Nawat Itsaragrisil, presidente do Miss Grand International, foi visto acusando Bosch de não divulgar conteúdos promocionais sobre a Tailândia, país-sede do evento. Em meio à reunião, transmitida ao vivo, ele afirmou que a candidata estaria seguindo ordens da diretora do concurso mexicano para sabotar atividades oficiais, chamando-a de “cabeça oca”. Ao reagir aos insultos, Bosch foi interrompida e expulsa da sala por seguranças, o que gerou indignação entre outras participantes, que se retiraram em solidariedade.

A atitude de Nawat foi amplamente condenada nas redes sociais e por autoridades mexicanas. A presidente Claudia Sheinbaum declarou que Bosch reagiu “com dignidade”, destacando a importância de as mulheres não se calarem diante de abusos. “As mulheres ficam mais bonitas quando levantam suas vozes e participam. Isso tem a ver com o reconhecimento dos nossos direitos”, afirmou durante uma coletiva.

Bosch, de 25 anos, coroada Miss Universo México neste ano, afirmou que o episódio foi resultado de um desentendimento entre Nawat e a Organização Miss Universo, presidida pelo mexicano Raúl Rocha. “Ele simplesmente me disse ‘cale a boca’. Acho que o mundo precisa ver isso, porque somos mulheres empoderadas e ninguém pode calar a nossa voz”, declarou em vídeo publicado no TikTok. Rocha também condenou o ocorrido, chamando a ação de “abuso” e restringindo a participação do empresário tailandês nos próximos eventos oficiais.

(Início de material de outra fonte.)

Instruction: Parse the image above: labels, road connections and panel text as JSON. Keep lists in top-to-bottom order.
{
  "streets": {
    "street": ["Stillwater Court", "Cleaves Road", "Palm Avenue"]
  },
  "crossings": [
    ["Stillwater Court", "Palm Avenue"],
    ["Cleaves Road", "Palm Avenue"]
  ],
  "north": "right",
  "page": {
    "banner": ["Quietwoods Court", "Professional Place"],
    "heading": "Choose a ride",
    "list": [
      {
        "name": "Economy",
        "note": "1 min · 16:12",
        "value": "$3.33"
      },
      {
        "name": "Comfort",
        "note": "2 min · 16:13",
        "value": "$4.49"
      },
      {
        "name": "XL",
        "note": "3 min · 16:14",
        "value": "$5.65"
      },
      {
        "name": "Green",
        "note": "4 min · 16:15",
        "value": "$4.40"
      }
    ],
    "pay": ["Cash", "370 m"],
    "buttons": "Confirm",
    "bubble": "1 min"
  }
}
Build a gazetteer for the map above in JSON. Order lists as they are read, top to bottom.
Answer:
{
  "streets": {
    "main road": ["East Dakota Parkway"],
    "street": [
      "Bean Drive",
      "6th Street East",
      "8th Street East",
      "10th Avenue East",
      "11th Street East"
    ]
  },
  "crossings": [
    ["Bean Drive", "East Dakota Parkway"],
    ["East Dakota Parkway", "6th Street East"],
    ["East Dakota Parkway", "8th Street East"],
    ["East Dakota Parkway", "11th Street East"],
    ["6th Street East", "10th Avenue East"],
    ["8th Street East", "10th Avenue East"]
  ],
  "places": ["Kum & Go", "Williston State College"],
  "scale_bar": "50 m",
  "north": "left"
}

Após a repercussão negativa, Nawat pediu desculpas públicas durante uma cerimônia transmitida ao vivo, dizendo não ter tido intenção de ofender. “Tenho que dizer que sinto muito”, afirmou diante das participantes, incluindo Bosch, que manteve uma postura serena durante o pedido de desculpas. Ainda assim, as críticas continuaram, com internautas e ativistas pedindo maior respeito às mulheres dentro da indústria de concursos de beleza.

Para a ativista e jornalista colombiana Catalina Ruiz Navarro, o episódio escancara a contradição entre o discurso de empoderamento e as práticas internas dessas competições. “O Miss Universo sempre disciplinou o corpo feminino para se adequar a um ideal patriarcal. A reação de Bosch foi corajosa, porque ela tinha muito a perder”, afirmou. Ela destacou que o apoio coletivo de outras concorrentes marca um gesto de resistência raro nesses ambientes.

Sheynnis Palacios, Miss Universo 2023 e representante da Nicarágua, também se manifestou, afirmando que “uma coroa não deve custar a dignidade de uma mulher”. Já a venezuelana Alicia Machado, vencedora de 1996, declarou que casos de humilhação e controle ainda persistem e defendeu que os concursos sejam usados como plataformas de igualdade e respeito. A atual edição do Miss Universo reúne candidatas de 130 países e será concluída em 21 de novembro, em Bangkok, com a coroação da nova vencedora.